Restammo per un po’ in silenzio, ognuna persa nei suoi pensieri; lei era tutta intenta a scrivere sulla sabbia bagnata, per poi osservare il suo lavoro sbiadire al passaggio dell’onda, mentre io guardavo il mare e rabbrividivo impercettibilmente ogni volta che l’acqua mi bagnava i piedi.
Non ero molto loquace, e poter rimanere in silenzio affianco ad un’altra persona senza preoccuparsi di cercare spunti di conversazione, assumeva per me grande importanza.
Era piuttosto strano restare in silenzio e sapere che non ci stavamo ignorando.
Il bagnasciuga era pieno di sassi trasportati a riva dalla corrente, ciottoli, sigarette, pezzi di bottiglia, alghe e in qualche punto anche bottiglie di plastica.
Lei continuava a disegnare linee e forme sulla sabbia, pulendosi le dita con l’acqua salata e ad un certo punto la sua attenzione fu catturata da qualcosa.
            -Guarda!-
Mi voltai per controllare cosa avesse scoperto e lei tirò fuori dalla sabbia, sciacquandola per farmi vedere meglio, una piccola conchiglia.
Mi venne da sorridere spontaneamente, perché lei era stata capace di trovare il meglio che potesse offrire quella spiaggia così inquinata e desolata.

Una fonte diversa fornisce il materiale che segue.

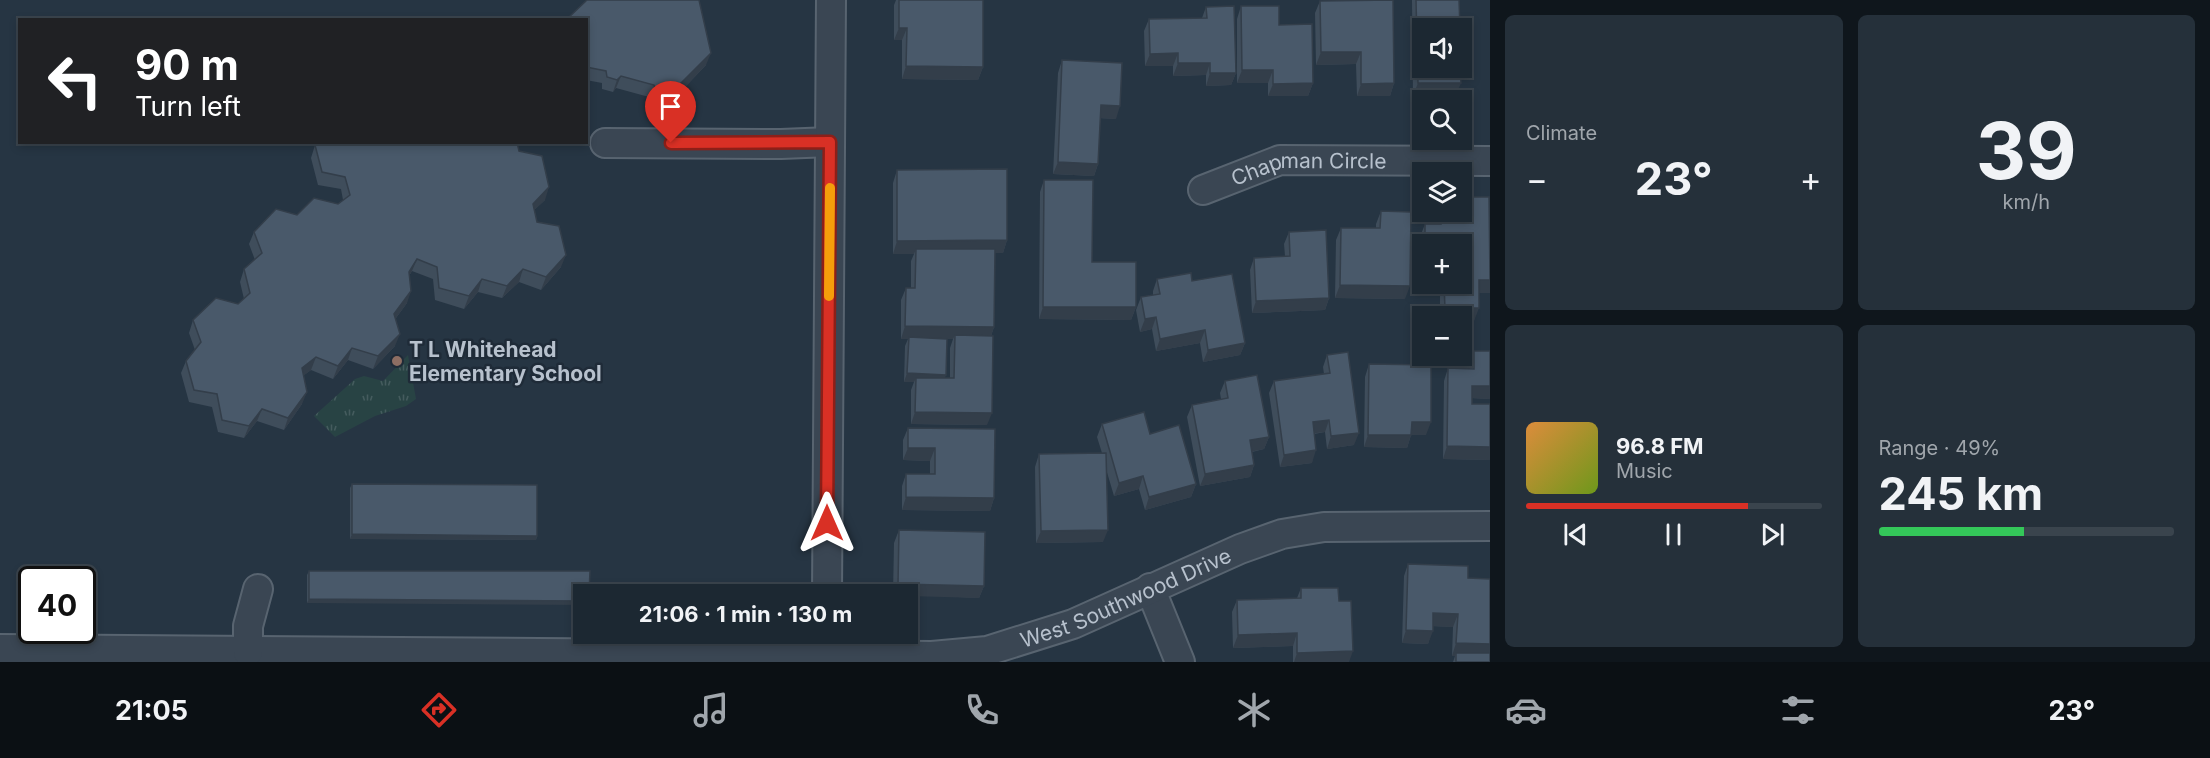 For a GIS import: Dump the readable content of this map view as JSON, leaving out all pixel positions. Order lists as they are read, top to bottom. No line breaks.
{"streets":{"street":["Chapman Circle","West Southwood Drive"]},"places":["T L Whitehead Elementary School"],"page":{"tile":["Climate",["39","km/h"],["Range · 49%","245 km"]],"map_buttons":["+","−"],"turn":["90 m","Turn left"],"heat":["−","23°","+"],"song":["96.8 FM","Music"],"limit":"40","trip":"21:06 · 1 min · 130 m","tabs":["21:05","23°"]}}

            -Perché ridi?- domandò.
            -Perché non ci posso credere che tu in mezzo alla plastica, ai pezzi di vetro e alle sigarette sei riuscita a trovare una conchiglia-
            -Le cose belle si mostrano a chi le sa apprezzare, lo diceva sempre mia mamma- replicò lei, esaminando il suo tesoro da tutte le angolazioni.
Mi sfuggì, in un mormorio udibilissimo:
            -Si vede proprio che Andrea se ne intende, allora-
Lei si voltò nella mia direzione, guardandomi per un attimo stupita. Poi lentamente cominciò a comparirle sul volto un sorriso timido ed ebbi l’impressione che stesse arrossendo.
Era proprio questo che mi piaceva di lei, il suo essere semplice e aggraziata nelle piccole cose. Mi sembrò così diversa dalla ragazza per cui mi ero dannata nel ristorante, che mi domandai se gli altri la conoscessero così, se potessero godersela allo stesso modo di come lo stavo facendo io adesso.
Improvvisamente mi domandai se Andrea avesse mai potuto cogliere una sola briciola di quella bellezza che stavo contemplando.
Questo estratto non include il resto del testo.